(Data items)
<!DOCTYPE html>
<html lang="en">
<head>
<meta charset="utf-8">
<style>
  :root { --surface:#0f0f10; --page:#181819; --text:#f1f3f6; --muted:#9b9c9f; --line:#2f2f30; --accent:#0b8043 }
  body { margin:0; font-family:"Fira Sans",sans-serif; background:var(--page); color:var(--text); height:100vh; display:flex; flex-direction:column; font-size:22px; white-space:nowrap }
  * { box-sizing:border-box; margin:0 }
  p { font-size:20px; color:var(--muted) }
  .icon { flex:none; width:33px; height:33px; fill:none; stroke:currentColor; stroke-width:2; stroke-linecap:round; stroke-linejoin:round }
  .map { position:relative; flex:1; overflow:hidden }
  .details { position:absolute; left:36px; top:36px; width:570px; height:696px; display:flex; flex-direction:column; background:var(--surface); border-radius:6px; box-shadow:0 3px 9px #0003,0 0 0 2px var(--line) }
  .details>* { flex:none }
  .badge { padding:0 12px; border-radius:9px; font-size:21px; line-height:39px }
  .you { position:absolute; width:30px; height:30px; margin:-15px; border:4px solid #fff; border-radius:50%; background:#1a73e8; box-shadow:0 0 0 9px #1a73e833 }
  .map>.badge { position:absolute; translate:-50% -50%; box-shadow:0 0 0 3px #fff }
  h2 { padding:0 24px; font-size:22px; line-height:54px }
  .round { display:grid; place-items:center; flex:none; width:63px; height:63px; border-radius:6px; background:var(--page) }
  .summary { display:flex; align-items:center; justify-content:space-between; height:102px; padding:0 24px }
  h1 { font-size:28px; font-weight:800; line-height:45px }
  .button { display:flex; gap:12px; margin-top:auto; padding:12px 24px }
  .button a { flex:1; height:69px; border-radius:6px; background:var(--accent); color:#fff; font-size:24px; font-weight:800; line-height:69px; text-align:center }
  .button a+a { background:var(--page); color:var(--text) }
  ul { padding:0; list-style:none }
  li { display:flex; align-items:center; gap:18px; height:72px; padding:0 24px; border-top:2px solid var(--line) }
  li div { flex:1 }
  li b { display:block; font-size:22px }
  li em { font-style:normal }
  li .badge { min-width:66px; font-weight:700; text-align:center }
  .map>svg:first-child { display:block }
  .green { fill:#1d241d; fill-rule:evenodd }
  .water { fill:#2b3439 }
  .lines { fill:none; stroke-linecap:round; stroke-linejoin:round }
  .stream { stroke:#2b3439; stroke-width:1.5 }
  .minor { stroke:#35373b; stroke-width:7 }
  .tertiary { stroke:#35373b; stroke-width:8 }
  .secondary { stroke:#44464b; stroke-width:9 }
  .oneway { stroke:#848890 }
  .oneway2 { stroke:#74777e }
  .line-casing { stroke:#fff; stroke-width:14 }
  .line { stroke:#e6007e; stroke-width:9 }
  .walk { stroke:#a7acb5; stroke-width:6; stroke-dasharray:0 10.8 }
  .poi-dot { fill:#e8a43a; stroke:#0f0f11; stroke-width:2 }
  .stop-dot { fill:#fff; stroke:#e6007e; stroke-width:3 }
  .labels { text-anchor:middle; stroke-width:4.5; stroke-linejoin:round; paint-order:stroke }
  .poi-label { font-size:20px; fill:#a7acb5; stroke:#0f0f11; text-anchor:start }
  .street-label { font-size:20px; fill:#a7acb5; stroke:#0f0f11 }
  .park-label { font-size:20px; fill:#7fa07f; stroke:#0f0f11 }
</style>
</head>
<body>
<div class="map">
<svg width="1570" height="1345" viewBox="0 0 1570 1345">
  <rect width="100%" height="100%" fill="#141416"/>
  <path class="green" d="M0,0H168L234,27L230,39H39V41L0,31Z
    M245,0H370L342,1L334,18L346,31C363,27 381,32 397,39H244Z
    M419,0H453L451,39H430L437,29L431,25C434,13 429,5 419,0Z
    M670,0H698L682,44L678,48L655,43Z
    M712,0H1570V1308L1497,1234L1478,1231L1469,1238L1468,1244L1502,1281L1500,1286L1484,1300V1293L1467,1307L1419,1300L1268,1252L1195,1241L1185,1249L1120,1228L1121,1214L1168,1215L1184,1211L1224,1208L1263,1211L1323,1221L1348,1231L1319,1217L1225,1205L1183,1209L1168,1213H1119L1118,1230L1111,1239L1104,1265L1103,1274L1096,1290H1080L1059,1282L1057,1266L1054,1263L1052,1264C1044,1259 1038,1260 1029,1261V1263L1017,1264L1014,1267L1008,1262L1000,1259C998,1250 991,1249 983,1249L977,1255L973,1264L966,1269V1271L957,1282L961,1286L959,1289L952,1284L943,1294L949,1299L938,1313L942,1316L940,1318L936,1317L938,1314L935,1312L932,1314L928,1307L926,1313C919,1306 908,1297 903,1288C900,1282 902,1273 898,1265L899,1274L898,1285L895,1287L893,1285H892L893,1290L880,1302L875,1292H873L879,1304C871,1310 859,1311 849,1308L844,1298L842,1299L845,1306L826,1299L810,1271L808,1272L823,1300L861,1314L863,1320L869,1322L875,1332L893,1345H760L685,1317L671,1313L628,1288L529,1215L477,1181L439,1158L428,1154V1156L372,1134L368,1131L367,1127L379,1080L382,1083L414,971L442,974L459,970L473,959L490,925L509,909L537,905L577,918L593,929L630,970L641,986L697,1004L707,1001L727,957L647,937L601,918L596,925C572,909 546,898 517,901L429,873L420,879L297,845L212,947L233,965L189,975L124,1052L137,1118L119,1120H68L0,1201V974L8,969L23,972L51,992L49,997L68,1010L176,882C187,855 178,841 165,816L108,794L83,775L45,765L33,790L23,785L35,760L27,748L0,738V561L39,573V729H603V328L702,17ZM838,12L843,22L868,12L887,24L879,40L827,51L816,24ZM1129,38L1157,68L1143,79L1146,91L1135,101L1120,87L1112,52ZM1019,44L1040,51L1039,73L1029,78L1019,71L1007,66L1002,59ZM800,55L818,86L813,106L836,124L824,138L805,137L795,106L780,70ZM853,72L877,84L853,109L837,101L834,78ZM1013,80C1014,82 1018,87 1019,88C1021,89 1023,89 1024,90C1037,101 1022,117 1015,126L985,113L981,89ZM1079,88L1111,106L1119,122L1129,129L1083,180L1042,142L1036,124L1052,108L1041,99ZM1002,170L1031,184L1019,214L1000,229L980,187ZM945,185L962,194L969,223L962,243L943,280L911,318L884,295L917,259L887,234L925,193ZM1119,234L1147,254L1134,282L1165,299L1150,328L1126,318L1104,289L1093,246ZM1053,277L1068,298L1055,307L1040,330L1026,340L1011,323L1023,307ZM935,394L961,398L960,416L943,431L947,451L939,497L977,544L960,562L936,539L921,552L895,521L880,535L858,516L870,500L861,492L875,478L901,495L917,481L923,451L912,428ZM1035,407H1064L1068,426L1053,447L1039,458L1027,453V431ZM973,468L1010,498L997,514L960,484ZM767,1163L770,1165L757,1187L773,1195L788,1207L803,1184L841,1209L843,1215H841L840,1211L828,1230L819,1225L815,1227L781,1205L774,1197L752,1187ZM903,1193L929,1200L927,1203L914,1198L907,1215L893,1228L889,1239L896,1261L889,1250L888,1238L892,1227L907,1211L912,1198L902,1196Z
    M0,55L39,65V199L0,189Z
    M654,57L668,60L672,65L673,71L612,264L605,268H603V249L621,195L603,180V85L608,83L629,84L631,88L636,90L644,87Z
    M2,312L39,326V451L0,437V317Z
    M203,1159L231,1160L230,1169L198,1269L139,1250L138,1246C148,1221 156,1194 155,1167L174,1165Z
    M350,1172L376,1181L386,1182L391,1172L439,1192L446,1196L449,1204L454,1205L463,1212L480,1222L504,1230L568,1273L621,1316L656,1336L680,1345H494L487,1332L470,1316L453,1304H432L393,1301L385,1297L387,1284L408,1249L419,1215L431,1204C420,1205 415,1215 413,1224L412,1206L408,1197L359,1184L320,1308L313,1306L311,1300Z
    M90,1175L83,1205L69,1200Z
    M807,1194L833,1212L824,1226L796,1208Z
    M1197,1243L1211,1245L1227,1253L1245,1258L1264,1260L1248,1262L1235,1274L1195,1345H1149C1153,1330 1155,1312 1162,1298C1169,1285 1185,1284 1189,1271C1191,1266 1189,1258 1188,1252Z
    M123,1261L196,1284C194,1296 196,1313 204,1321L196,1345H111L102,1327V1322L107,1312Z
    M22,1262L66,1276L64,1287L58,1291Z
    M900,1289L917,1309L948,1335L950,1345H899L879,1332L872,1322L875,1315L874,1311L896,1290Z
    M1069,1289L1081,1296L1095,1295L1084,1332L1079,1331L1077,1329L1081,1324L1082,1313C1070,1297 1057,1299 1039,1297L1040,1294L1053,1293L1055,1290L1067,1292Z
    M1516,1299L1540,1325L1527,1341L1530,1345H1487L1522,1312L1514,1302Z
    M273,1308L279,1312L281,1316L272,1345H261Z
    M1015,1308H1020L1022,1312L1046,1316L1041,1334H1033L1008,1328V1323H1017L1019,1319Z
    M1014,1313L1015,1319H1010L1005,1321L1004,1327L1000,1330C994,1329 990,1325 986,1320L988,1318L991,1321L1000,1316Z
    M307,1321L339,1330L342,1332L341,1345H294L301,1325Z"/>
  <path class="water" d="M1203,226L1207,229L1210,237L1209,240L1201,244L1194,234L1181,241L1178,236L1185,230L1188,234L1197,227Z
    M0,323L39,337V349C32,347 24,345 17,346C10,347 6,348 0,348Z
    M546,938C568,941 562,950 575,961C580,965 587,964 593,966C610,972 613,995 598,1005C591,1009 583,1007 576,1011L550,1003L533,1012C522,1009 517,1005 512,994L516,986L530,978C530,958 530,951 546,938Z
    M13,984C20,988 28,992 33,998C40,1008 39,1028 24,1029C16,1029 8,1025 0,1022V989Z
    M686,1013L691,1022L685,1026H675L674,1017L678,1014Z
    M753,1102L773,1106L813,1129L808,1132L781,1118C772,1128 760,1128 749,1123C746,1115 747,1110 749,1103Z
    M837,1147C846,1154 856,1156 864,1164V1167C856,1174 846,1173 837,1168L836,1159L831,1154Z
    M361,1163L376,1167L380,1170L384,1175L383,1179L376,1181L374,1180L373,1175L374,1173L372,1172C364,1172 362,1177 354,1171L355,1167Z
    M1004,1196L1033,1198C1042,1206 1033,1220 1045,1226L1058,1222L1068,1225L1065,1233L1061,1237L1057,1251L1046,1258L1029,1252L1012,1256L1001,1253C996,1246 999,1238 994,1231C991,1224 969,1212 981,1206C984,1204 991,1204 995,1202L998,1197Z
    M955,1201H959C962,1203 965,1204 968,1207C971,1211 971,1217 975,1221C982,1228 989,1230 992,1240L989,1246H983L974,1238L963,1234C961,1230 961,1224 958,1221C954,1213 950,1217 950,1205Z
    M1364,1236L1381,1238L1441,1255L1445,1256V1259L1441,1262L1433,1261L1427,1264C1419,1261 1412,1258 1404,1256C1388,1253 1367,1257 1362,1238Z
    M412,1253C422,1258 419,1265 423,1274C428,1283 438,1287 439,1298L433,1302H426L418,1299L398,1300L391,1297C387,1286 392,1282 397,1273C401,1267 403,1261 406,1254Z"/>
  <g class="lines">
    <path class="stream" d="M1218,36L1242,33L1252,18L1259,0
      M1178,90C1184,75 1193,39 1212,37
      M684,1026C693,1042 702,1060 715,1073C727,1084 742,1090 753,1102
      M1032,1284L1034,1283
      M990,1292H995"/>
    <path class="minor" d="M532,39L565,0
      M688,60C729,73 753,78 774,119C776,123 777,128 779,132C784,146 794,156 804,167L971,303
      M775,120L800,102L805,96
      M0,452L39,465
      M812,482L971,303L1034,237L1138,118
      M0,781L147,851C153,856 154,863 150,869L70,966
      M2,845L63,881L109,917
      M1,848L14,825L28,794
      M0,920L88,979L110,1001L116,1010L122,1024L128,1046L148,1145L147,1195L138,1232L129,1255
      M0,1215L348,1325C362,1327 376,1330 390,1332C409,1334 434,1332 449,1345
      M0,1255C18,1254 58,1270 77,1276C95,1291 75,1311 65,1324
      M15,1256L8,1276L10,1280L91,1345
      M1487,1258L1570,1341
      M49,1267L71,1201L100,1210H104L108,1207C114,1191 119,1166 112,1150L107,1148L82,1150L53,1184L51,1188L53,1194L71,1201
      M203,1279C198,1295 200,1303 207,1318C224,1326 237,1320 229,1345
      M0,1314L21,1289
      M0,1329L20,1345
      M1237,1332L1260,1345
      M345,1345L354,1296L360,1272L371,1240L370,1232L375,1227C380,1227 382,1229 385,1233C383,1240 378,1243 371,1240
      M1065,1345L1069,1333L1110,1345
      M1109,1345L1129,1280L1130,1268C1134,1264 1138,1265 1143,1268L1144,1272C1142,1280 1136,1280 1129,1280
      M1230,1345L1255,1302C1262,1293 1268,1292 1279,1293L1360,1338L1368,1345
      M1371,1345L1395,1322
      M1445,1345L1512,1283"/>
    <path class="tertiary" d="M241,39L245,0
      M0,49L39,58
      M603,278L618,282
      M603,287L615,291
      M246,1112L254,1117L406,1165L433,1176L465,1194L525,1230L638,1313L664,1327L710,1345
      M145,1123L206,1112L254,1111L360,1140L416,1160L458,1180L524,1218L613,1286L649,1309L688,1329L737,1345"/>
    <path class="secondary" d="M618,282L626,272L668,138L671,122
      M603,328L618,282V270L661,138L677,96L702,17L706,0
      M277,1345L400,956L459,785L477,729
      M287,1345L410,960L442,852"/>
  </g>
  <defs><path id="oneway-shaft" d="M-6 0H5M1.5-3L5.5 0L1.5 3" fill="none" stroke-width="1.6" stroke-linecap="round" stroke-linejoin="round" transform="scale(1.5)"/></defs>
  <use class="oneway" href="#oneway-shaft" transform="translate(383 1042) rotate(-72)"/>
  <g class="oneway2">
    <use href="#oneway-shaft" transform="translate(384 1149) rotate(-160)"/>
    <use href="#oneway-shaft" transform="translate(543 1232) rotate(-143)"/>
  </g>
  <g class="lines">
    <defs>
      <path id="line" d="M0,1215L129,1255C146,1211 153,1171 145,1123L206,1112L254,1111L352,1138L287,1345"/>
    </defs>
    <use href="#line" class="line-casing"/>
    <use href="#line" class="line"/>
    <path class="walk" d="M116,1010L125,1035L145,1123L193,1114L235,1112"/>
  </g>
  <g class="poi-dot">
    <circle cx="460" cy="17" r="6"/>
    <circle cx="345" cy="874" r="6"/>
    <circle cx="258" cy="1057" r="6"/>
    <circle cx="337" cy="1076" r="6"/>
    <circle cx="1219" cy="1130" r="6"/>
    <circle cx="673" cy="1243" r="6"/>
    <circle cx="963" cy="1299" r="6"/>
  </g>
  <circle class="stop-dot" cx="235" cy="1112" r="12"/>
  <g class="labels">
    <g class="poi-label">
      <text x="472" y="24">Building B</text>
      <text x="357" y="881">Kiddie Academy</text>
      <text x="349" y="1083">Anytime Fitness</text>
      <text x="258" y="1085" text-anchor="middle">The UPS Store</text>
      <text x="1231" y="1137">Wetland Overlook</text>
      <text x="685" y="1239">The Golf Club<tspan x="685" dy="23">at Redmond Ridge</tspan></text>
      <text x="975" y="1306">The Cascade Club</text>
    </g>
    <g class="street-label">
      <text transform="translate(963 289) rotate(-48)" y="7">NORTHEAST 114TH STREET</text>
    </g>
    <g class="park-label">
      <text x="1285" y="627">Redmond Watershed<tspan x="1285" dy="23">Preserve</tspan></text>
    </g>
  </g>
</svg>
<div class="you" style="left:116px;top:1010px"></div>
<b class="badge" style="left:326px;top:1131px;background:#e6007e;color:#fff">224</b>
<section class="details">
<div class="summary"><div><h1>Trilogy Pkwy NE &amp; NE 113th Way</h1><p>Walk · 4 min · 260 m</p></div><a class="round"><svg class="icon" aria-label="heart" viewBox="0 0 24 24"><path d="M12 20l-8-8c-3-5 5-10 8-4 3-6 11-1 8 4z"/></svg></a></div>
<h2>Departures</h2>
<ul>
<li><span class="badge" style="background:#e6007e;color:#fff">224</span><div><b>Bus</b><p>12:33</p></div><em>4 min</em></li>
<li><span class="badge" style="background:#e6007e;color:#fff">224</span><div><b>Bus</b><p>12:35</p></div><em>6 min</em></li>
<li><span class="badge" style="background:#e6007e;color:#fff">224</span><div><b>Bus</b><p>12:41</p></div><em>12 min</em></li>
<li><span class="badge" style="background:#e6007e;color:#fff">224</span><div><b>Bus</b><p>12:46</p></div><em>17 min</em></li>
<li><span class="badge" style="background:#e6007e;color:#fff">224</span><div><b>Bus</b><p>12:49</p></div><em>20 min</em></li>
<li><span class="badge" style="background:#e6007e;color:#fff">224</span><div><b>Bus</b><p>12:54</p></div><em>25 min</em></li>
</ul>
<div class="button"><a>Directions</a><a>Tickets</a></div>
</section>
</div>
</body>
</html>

# Problem to solve
Reproduce only this range: the first line of the data above through the line with "position:relative; flex:1; overflow:hidden", both included, exactly as written.

# Reply to the exercise
<!DOCTYPE html>
<html lang="en">
<head>
<meta charset="utf-8">
<style>
  :root { --surface:#0f0f10; --page:#181819; --text:#f1f3f6; --muted:#9b9c9f; --line:#2f2f30; --accent:#0b8043 }
  body { margin:0; font-family:"Fira Sans",sans-serif; background:var(--page); color:var(--text); height:100vh; display:flex; flex-direction:column; font-size:22px; white-space:nowrap }
  * { box-sizing:border-box; margin:0 }
  p { font-size:20px; color:var(--muted) }
  .icon { flex:none; width:33px; height:33px; fill:none; stroke:currentColor; stroke-width:2; stroke-linecap:round; stroke-linejoin:round }
  .map { position:relative; flex:1; overflow:hidden }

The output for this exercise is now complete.